Start of EXTRACTED INFORMATION

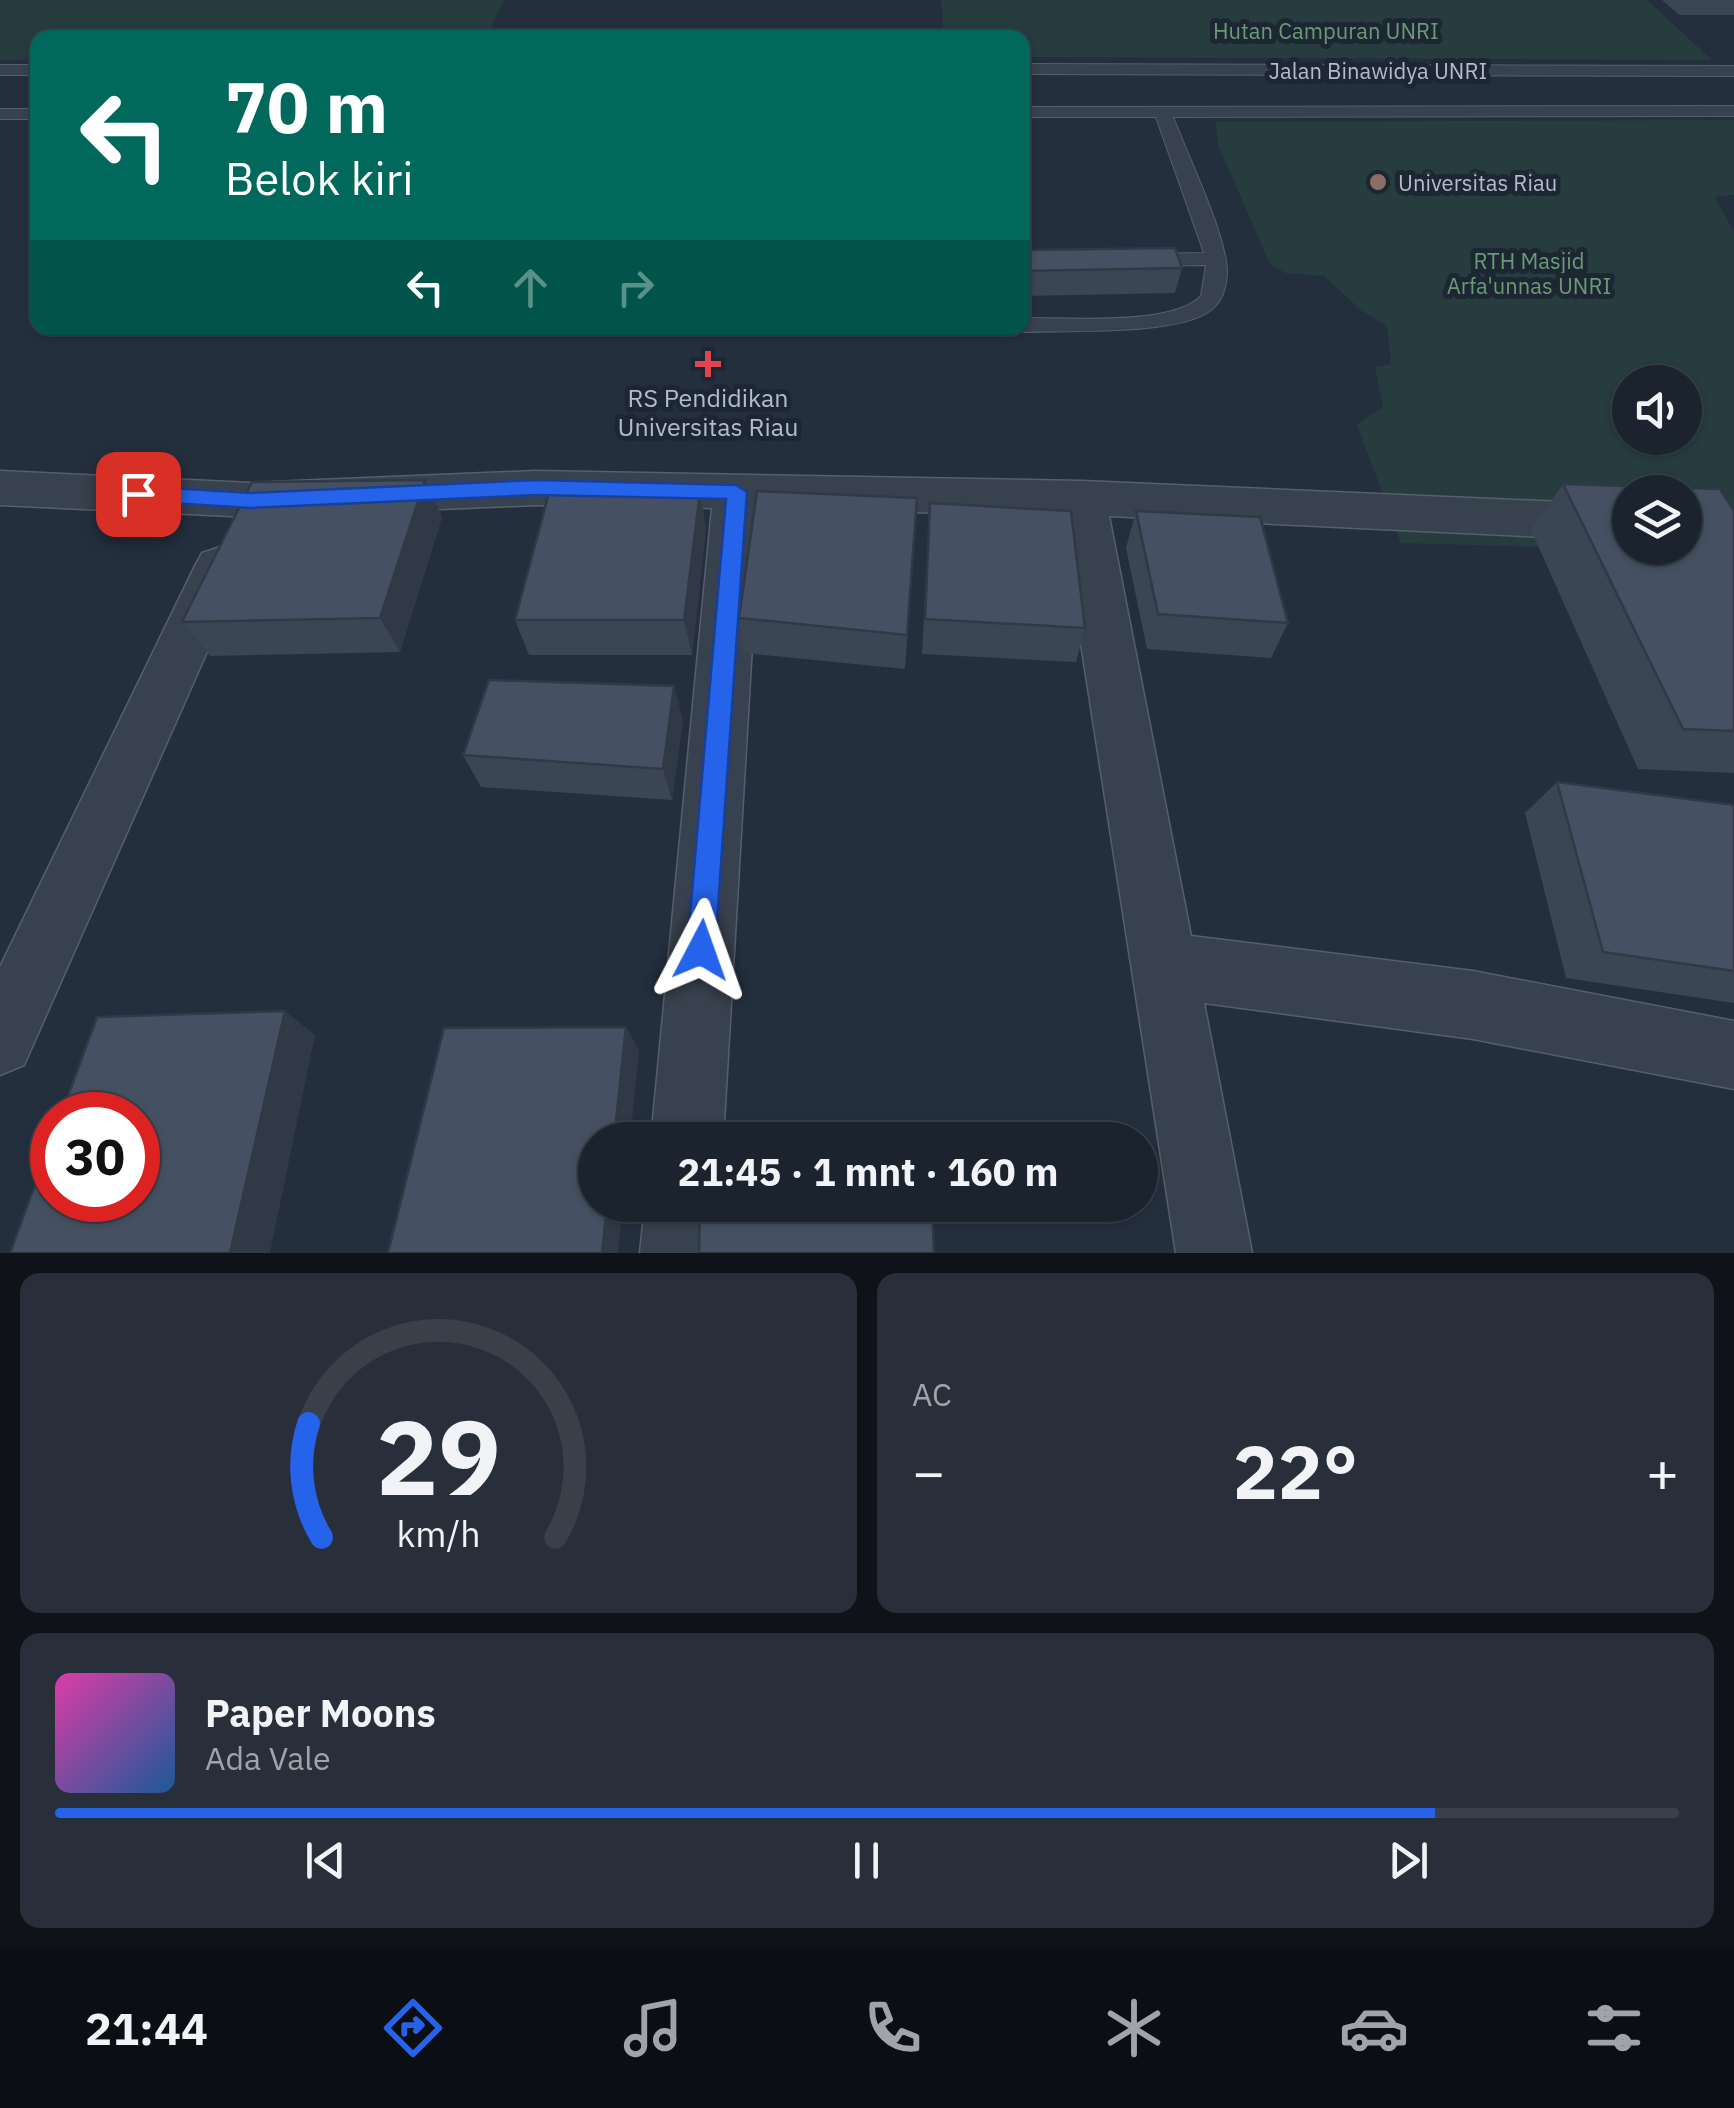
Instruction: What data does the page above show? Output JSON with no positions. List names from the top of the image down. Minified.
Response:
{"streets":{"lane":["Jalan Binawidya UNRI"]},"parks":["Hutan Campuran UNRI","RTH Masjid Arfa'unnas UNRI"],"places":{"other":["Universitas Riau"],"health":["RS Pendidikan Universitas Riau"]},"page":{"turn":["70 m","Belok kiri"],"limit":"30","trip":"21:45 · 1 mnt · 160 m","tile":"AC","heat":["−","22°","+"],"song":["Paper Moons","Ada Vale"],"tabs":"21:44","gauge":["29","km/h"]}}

End of EXTRACTED INFORMATION
Start of EXTRACTED INFORMATION

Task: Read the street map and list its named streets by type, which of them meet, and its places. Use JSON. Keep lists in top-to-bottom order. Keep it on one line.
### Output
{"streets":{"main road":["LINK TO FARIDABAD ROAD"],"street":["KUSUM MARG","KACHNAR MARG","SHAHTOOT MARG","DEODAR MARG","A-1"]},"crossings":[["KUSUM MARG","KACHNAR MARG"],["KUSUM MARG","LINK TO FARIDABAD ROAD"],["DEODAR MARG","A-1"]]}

End of EXTRACTED INFORMATION
Start of EXTRACTED INFORMATION

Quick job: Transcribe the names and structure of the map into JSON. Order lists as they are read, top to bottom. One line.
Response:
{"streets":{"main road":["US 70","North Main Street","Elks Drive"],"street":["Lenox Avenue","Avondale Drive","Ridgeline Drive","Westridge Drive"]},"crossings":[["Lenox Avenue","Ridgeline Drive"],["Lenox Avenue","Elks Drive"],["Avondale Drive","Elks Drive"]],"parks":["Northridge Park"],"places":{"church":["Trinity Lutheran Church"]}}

End of EXTRACTED INFORMATION

* _REQUIRED ACTION_
Whenever a line of the listing above holds the word "lists", copy that line.

* _EXPECTED ANSWER_
Task: Read the street map and list its named streets by type, which of them meet, and its places. Use JSON. Keep lists in top-to-bottom order. Keep it on one line.
Quick job: Transcribe the names and structure of the map into JSON. Order lists as they are read, top to bottom. One line.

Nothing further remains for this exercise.